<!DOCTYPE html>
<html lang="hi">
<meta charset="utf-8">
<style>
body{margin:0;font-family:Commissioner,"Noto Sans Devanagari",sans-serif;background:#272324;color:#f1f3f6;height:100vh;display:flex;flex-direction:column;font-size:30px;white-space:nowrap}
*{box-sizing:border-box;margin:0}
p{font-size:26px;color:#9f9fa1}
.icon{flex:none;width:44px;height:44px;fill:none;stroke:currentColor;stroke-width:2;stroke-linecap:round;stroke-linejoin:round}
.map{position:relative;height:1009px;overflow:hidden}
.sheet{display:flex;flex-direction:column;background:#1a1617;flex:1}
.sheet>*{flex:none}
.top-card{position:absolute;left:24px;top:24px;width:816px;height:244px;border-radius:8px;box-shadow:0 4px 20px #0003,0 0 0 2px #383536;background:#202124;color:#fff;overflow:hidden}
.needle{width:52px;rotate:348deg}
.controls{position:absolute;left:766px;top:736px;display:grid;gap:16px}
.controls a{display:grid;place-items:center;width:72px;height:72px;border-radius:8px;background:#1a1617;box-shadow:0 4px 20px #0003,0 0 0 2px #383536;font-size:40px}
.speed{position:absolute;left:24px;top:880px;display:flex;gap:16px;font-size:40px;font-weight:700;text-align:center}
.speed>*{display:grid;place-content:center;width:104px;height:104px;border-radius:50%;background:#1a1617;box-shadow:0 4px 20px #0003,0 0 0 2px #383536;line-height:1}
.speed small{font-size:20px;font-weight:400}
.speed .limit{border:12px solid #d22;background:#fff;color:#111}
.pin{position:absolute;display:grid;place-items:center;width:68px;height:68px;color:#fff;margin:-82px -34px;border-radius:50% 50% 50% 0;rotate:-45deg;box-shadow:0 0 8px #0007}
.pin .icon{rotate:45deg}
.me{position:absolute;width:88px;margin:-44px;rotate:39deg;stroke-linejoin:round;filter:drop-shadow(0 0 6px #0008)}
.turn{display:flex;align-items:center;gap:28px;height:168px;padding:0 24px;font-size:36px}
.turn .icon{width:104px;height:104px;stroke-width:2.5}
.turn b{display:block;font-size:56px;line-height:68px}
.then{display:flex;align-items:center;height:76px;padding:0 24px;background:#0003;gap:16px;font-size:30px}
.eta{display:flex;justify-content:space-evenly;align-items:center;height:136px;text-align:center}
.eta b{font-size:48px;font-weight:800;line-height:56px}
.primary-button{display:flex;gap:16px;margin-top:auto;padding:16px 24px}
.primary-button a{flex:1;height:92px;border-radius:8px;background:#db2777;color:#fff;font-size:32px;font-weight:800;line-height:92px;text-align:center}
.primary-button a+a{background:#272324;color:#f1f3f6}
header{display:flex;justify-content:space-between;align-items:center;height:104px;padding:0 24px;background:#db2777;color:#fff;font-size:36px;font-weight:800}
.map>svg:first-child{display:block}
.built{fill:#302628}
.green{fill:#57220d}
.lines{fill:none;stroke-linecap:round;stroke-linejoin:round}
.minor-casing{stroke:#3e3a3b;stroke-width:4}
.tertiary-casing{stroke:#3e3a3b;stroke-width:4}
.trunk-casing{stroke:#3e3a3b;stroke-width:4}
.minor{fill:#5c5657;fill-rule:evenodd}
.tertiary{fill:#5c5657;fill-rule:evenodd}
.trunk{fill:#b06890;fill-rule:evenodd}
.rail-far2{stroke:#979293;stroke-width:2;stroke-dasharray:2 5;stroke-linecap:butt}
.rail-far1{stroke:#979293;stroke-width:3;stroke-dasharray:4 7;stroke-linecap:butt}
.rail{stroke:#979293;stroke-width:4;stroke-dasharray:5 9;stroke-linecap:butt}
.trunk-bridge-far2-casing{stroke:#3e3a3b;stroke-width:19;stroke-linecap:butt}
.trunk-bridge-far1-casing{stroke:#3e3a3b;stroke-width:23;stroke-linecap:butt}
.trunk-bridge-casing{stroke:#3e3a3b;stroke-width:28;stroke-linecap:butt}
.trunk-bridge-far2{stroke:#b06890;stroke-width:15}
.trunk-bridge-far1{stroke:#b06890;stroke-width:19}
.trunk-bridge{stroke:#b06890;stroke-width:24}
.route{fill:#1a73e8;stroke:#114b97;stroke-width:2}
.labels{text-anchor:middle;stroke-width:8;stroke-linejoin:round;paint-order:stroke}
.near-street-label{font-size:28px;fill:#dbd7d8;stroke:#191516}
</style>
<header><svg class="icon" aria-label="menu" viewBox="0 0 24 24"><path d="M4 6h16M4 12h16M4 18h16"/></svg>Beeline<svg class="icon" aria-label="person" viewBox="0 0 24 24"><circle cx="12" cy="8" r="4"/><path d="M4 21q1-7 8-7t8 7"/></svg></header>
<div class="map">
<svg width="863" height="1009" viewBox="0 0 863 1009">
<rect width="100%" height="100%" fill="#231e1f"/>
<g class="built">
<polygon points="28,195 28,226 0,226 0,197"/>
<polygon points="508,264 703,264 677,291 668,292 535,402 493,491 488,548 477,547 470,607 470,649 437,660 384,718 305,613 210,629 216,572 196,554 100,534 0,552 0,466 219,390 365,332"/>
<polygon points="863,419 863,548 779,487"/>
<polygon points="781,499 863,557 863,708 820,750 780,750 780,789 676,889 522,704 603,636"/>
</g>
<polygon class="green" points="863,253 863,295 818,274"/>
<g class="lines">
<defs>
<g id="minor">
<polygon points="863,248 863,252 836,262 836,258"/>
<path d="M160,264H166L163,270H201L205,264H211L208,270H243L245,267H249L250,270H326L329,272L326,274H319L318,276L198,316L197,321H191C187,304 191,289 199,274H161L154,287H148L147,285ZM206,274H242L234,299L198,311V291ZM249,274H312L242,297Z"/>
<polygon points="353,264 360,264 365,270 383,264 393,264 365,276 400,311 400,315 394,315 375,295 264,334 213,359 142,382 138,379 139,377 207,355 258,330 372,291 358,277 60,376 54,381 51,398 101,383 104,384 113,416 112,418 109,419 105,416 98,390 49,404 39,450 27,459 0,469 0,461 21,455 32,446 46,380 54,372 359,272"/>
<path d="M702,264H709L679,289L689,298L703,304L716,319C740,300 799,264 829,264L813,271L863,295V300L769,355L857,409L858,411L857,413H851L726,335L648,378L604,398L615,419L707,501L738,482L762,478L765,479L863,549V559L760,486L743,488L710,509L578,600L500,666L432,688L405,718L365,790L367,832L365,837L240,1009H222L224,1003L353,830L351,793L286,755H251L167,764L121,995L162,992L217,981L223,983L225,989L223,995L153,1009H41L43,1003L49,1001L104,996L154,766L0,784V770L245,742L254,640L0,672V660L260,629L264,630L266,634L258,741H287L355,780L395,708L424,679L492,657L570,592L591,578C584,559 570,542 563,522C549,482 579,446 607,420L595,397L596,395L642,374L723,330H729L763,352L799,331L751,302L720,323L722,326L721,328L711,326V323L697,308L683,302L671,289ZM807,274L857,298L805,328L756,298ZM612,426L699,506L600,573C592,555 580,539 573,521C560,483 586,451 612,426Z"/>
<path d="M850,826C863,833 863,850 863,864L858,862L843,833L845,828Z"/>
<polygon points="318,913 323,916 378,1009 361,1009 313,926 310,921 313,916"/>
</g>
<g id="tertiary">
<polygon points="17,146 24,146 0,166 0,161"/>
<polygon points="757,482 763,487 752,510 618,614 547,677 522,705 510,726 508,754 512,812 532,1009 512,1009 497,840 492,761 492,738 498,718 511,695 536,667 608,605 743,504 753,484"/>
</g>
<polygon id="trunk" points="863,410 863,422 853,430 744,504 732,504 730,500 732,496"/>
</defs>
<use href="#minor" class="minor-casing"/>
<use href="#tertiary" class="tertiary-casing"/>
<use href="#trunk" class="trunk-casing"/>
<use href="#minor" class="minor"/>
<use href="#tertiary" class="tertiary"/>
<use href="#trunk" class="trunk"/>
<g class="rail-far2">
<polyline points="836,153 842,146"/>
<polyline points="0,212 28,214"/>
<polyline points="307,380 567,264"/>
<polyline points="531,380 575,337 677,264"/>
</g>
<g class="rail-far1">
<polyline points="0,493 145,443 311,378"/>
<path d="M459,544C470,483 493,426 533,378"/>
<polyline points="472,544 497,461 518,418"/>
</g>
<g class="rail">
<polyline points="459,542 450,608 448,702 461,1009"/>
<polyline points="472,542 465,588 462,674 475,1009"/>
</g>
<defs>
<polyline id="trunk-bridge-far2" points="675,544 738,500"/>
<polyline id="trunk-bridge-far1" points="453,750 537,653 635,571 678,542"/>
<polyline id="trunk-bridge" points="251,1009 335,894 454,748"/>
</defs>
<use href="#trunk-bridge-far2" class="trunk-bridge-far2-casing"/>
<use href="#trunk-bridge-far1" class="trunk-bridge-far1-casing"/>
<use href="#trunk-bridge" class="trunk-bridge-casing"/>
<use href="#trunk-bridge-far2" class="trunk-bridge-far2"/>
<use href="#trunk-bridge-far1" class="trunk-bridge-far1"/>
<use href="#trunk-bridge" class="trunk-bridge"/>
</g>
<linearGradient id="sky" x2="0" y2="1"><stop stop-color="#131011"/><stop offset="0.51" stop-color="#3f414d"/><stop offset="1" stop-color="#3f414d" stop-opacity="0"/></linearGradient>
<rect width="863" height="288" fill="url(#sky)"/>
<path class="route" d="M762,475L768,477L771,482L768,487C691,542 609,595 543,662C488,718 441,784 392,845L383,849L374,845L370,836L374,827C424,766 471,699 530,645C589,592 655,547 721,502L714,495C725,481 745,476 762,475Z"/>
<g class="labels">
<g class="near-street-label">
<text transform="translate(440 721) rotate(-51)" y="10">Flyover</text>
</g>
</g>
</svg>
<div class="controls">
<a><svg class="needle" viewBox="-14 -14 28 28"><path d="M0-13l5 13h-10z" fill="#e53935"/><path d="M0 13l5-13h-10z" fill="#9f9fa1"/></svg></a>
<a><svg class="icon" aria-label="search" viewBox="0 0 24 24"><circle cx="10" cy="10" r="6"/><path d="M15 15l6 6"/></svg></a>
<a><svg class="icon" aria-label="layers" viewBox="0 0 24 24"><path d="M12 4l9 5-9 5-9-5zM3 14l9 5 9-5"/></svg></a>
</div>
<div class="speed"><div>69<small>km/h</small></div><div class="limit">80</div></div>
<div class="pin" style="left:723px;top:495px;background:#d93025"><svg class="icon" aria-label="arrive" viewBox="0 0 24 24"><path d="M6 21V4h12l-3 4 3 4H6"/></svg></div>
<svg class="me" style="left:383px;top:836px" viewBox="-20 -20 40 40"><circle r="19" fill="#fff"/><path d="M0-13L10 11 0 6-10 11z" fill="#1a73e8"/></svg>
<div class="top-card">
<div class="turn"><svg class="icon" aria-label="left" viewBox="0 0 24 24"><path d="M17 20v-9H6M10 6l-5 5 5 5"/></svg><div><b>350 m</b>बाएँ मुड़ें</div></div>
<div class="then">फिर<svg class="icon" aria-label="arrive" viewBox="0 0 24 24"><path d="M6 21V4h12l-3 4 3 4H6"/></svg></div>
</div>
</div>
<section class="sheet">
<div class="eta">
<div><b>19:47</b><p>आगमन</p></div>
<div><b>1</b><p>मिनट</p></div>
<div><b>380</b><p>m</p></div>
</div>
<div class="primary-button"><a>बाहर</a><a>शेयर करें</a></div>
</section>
________________________________________
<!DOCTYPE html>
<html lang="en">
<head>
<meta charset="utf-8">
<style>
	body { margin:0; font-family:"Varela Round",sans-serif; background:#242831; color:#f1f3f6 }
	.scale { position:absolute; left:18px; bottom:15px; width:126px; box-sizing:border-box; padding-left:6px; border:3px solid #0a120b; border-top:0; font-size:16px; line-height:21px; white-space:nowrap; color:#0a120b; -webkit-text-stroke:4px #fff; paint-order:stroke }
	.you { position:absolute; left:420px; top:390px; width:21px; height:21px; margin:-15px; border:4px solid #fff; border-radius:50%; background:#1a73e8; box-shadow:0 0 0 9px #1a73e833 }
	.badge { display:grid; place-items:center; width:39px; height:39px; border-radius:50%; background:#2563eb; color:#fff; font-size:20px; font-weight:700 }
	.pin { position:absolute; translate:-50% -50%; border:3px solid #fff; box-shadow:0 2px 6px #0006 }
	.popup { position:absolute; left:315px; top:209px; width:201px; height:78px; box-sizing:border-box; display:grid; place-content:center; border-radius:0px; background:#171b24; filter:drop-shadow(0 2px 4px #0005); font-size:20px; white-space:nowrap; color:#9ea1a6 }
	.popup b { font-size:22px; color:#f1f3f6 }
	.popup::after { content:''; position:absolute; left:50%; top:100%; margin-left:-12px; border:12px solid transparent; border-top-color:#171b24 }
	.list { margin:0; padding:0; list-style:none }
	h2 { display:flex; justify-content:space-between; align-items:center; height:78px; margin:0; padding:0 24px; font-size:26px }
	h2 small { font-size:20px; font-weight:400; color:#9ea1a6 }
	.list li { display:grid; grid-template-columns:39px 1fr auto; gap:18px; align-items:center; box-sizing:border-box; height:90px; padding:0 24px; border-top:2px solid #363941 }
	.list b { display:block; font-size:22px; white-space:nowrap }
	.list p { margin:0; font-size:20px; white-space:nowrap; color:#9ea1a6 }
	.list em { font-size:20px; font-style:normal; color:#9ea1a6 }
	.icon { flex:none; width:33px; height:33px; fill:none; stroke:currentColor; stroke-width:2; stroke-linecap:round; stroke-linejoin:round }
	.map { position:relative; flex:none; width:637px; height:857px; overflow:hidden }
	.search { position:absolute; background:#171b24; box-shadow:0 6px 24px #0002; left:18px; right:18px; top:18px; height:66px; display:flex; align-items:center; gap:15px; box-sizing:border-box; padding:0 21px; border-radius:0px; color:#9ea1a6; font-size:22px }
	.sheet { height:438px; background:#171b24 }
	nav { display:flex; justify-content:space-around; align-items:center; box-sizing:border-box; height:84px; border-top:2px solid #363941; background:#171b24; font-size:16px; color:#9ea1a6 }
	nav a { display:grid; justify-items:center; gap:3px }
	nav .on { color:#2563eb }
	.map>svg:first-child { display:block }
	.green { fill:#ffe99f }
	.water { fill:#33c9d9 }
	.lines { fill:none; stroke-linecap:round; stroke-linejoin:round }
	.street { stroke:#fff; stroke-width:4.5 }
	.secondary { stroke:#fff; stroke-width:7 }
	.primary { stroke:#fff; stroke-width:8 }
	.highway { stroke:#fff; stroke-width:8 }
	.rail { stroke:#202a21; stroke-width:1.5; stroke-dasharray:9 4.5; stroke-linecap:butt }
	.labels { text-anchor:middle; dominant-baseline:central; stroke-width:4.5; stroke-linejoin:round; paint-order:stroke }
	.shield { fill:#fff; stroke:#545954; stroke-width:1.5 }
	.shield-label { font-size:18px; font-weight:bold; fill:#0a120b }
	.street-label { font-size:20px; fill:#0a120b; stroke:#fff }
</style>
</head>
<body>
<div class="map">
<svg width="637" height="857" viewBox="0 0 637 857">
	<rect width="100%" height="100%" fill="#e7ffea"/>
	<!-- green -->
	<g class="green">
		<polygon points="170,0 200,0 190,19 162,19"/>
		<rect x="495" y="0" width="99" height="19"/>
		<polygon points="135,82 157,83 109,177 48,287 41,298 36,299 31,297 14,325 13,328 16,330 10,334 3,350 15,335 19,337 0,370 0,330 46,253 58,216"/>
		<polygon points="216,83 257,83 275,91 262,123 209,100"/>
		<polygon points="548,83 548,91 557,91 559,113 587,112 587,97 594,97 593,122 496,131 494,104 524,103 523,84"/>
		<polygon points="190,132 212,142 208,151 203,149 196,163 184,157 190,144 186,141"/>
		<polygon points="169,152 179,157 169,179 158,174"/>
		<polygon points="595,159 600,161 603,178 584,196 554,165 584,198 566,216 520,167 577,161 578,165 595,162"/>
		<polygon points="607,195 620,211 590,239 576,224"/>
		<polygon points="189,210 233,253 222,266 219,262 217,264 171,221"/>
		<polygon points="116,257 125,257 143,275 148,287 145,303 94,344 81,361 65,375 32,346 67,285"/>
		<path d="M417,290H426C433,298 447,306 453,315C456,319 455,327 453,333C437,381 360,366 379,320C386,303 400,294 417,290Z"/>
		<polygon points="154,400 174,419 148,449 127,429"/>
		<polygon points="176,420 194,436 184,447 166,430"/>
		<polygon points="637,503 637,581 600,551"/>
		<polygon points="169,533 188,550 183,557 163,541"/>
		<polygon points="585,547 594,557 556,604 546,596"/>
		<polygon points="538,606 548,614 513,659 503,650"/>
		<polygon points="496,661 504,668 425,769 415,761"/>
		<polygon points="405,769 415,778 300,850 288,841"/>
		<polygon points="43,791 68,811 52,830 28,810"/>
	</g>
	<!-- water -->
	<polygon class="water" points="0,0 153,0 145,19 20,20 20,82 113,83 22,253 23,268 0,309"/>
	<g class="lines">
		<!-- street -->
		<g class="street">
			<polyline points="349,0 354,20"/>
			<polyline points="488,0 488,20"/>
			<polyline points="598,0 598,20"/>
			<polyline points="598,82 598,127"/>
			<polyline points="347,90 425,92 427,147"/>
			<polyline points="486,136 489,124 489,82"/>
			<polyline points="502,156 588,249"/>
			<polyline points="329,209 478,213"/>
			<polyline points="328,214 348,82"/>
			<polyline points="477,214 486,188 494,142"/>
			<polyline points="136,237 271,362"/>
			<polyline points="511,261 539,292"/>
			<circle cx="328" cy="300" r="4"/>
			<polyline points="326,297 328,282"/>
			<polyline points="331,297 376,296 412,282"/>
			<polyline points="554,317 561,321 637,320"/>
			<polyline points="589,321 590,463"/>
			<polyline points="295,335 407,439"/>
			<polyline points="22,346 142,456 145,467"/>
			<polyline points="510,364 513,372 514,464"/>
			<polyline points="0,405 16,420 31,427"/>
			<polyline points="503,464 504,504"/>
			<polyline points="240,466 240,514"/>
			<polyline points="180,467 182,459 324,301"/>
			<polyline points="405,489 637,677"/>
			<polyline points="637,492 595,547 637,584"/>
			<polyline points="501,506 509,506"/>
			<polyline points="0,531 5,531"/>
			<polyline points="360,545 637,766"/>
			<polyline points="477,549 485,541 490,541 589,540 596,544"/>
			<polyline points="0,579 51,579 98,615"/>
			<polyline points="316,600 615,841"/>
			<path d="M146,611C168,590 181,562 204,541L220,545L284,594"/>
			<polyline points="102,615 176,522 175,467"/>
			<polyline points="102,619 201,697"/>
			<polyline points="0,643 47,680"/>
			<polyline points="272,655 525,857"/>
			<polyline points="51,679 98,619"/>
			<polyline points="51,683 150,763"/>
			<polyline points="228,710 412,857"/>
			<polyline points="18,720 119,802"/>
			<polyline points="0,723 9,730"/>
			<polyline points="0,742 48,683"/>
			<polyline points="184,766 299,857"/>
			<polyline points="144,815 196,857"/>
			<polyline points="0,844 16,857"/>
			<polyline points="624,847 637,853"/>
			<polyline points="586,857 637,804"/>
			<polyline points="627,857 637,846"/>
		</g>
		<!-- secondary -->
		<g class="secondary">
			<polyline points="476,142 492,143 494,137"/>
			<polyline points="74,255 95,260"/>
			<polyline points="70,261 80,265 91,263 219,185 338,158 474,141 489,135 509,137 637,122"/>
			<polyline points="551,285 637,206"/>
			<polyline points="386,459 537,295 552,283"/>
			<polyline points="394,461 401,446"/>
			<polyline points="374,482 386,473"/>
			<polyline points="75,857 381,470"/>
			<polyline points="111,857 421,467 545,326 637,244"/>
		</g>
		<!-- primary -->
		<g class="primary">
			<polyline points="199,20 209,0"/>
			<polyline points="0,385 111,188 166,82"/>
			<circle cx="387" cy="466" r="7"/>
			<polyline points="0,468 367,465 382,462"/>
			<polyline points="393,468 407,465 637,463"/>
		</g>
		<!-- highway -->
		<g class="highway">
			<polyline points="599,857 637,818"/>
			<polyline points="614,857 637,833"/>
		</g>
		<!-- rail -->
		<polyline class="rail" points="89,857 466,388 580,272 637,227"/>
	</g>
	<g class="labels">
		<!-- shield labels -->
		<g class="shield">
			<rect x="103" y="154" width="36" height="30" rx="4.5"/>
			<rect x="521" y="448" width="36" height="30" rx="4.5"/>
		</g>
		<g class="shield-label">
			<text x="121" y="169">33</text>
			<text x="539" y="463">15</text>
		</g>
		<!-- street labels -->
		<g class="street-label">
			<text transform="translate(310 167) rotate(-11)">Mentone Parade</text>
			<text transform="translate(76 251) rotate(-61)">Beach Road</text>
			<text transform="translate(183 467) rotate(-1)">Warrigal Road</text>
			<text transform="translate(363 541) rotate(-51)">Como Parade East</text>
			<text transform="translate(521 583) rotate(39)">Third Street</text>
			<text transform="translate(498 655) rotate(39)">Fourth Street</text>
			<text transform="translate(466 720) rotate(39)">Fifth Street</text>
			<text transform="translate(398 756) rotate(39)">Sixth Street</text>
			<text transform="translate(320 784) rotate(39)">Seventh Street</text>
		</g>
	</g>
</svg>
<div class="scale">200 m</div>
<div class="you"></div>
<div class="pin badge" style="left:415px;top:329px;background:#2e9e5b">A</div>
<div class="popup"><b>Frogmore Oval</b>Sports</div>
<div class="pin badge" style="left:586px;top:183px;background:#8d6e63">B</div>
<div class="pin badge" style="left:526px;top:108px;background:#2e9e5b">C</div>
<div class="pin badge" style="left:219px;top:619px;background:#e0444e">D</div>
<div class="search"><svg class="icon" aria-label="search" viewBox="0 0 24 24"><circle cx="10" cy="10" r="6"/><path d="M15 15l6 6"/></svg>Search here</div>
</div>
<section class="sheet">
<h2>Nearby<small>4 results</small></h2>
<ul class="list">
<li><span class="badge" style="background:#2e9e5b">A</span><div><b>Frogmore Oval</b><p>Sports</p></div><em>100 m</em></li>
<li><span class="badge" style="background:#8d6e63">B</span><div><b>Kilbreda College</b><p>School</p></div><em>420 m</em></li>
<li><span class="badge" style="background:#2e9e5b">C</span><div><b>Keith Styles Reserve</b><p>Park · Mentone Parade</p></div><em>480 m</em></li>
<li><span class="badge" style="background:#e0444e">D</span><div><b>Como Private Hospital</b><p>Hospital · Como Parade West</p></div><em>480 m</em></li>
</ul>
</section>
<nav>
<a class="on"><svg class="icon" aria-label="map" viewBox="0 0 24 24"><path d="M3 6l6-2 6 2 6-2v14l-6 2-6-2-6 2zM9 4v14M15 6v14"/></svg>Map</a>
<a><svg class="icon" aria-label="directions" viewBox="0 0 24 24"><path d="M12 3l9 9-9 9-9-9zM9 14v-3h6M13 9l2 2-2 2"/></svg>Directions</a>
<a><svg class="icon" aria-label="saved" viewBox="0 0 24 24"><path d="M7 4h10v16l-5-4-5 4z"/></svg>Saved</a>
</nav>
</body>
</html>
________________________________________
◆ **TASK REQUIREMENTS**
Reproduce all lines from the records above that include the word "scale".

◆ **RESULT OF THIS TASK**
	.scale { position:absolute; left:18px; bottom:15px; width:126px; box-sizing:border-box; padding-left:6px; border:3px solid #0a120b; border-top:0; font-size:16px; line-height:21px; white-space:nowrap; color:#0a120b; -webkit-text-stroke:4px #fff; paint-order:stroke }
<div class="scale">200 m</div>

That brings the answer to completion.